> WORK TASK
Please return all lines from the records below that include the string "image".

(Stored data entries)
┏━━

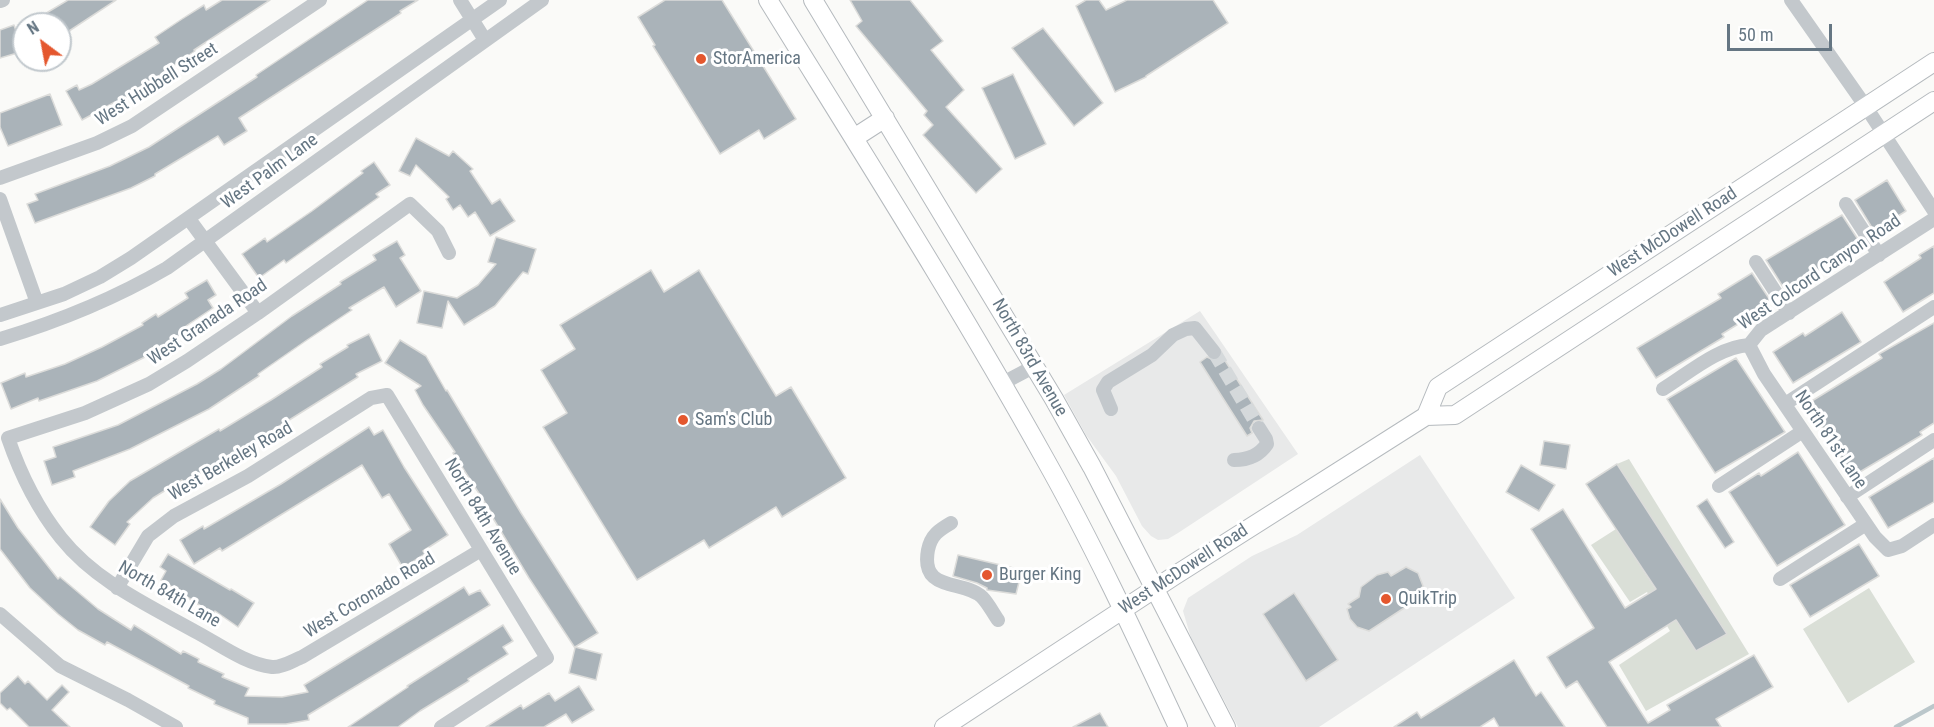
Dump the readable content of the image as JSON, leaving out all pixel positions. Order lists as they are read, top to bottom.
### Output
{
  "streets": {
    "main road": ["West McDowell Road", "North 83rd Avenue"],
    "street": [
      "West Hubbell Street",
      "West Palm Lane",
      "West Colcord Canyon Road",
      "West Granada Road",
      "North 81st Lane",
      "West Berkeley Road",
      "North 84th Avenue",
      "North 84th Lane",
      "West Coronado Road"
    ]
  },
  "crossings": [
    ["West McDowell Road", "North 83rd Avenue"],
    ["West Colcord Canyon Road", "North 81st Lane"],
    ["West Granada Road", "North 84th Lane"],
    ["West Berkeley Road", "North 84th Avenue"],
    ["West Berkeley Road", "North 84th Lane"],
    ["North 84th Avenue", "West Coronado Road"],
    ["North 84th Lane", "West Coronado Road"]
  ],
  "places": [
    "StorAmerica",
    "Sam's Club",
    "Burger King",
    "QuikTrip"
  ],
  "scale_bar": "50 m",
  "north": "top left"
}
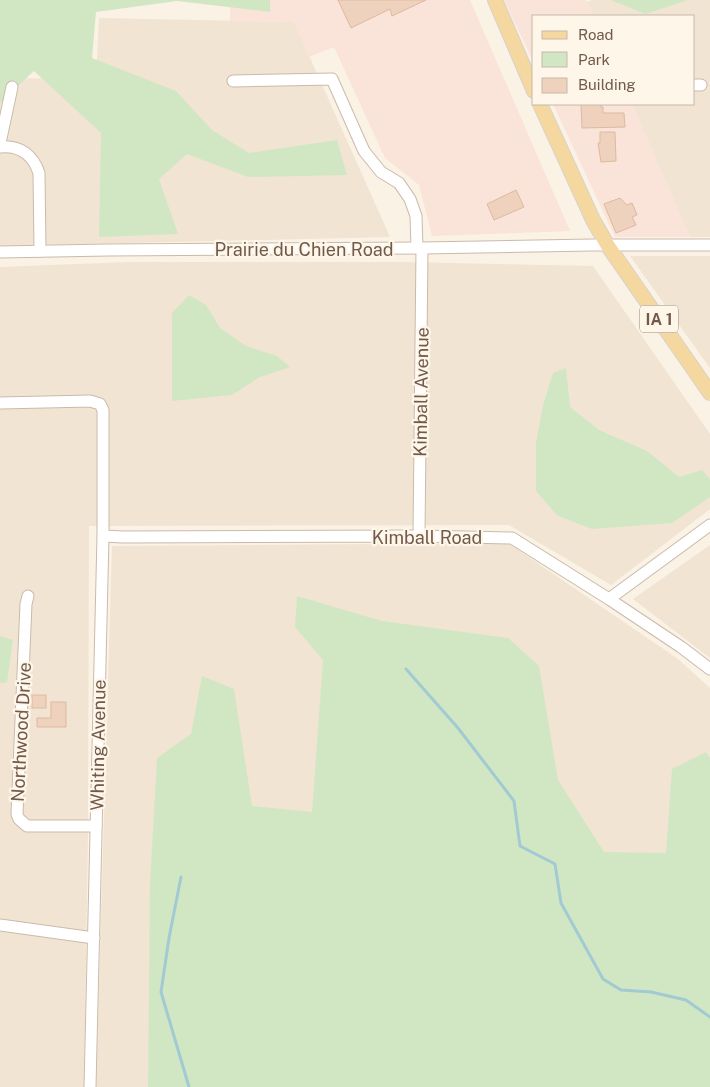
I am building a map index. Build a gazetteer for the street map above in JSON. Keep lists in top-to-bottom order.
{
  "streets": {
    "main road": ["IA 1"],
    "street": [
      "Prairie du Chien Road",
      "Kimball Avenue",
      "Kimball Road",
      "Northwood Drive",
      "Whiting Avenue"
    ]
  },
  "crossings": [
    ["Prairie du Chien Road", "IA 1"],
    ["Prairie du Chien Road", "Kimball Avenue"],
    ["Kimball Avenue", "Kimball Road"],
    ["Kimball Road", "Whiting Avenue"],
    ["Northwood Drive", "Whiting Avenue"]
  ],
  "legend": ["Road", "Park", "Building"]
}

┗━━
┏━━

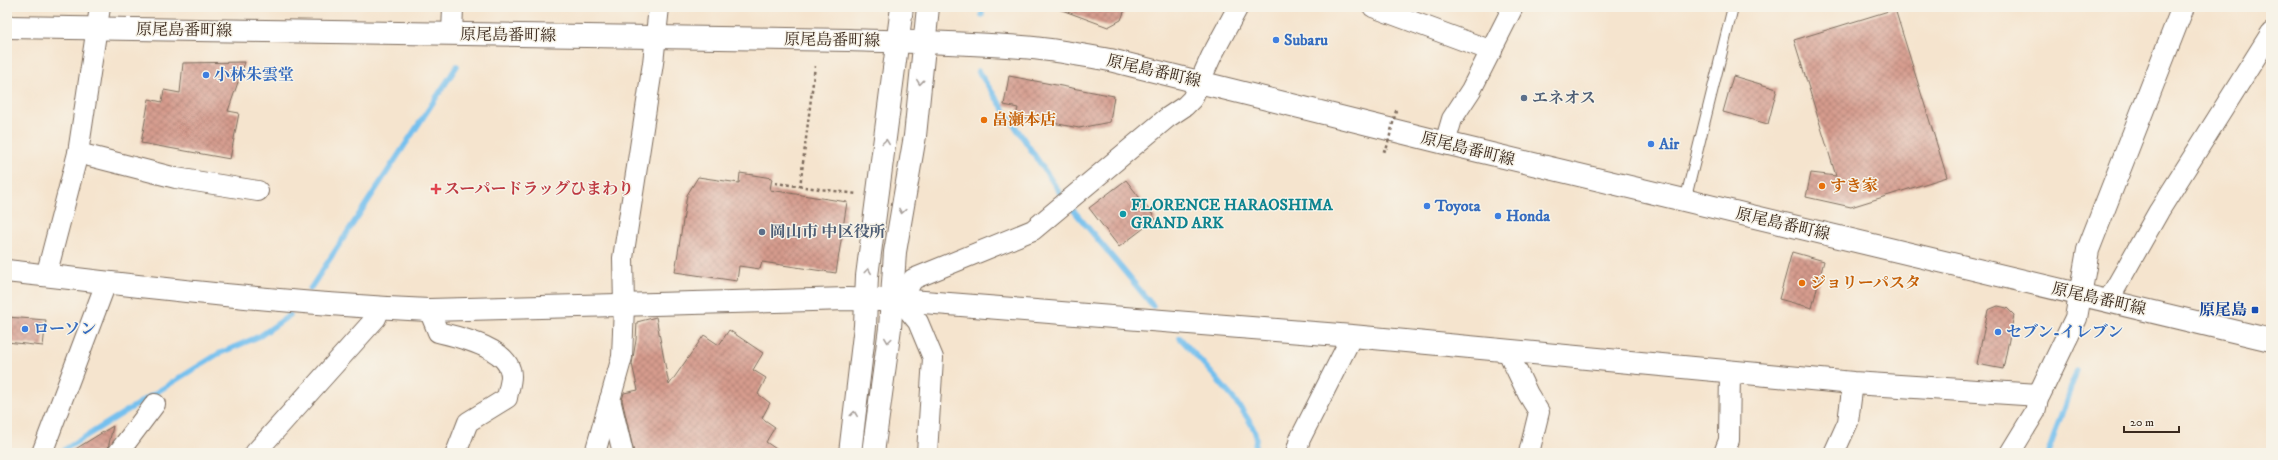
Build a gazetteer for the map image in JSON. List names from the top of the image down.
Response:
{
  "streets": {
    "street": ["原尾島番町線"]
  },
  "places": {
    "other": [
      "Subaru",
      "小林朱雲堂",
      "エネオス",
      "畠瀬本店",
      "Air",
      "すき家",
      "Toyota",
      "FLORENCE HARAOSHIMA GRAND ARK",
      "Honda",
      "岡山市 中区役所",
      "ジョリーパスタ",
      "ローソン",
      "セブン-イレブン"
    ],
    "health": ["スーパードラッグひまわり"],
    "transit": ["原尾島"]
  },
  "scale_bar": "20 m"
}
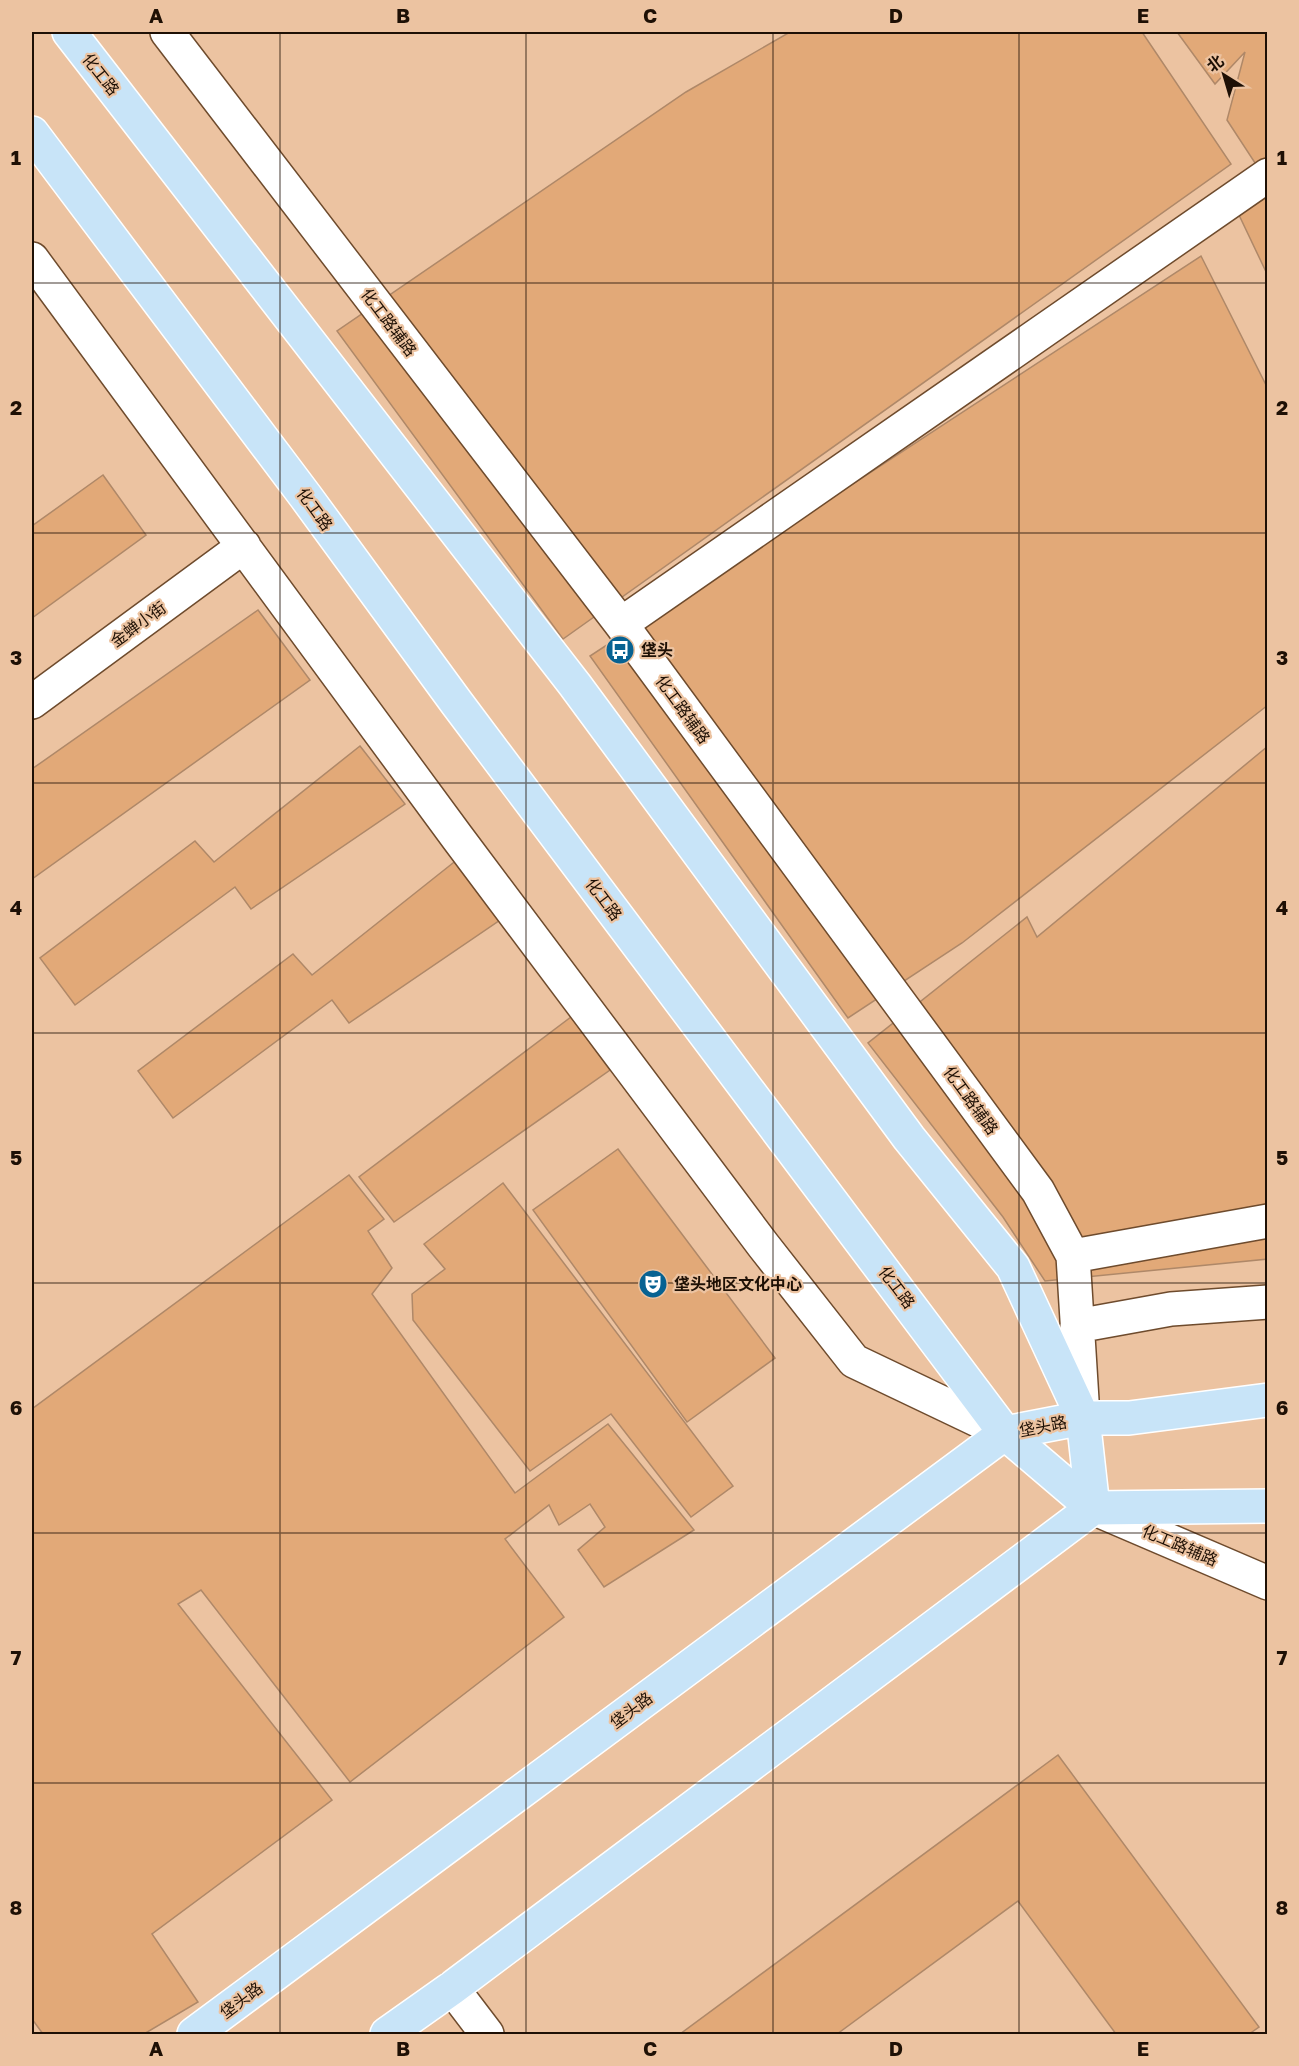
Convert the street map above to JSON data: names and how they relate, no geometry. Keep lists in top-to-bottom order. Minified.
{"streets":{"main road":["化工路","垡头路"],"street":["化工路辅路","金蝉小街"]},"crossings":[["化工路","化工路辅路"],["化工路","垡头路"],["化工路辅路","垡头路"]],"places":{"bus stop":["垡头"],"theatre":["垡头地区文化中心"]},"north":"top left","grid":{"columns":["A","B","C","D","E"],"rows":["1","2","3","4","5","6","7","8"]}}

┗━━

> RESPONSE
Dump the readable content of the image as JSON, leaving out all pixel positions. Order lists as they are read, top to bottom.
Build a gazetteer for the map image in JSON. List names from the top of the image down.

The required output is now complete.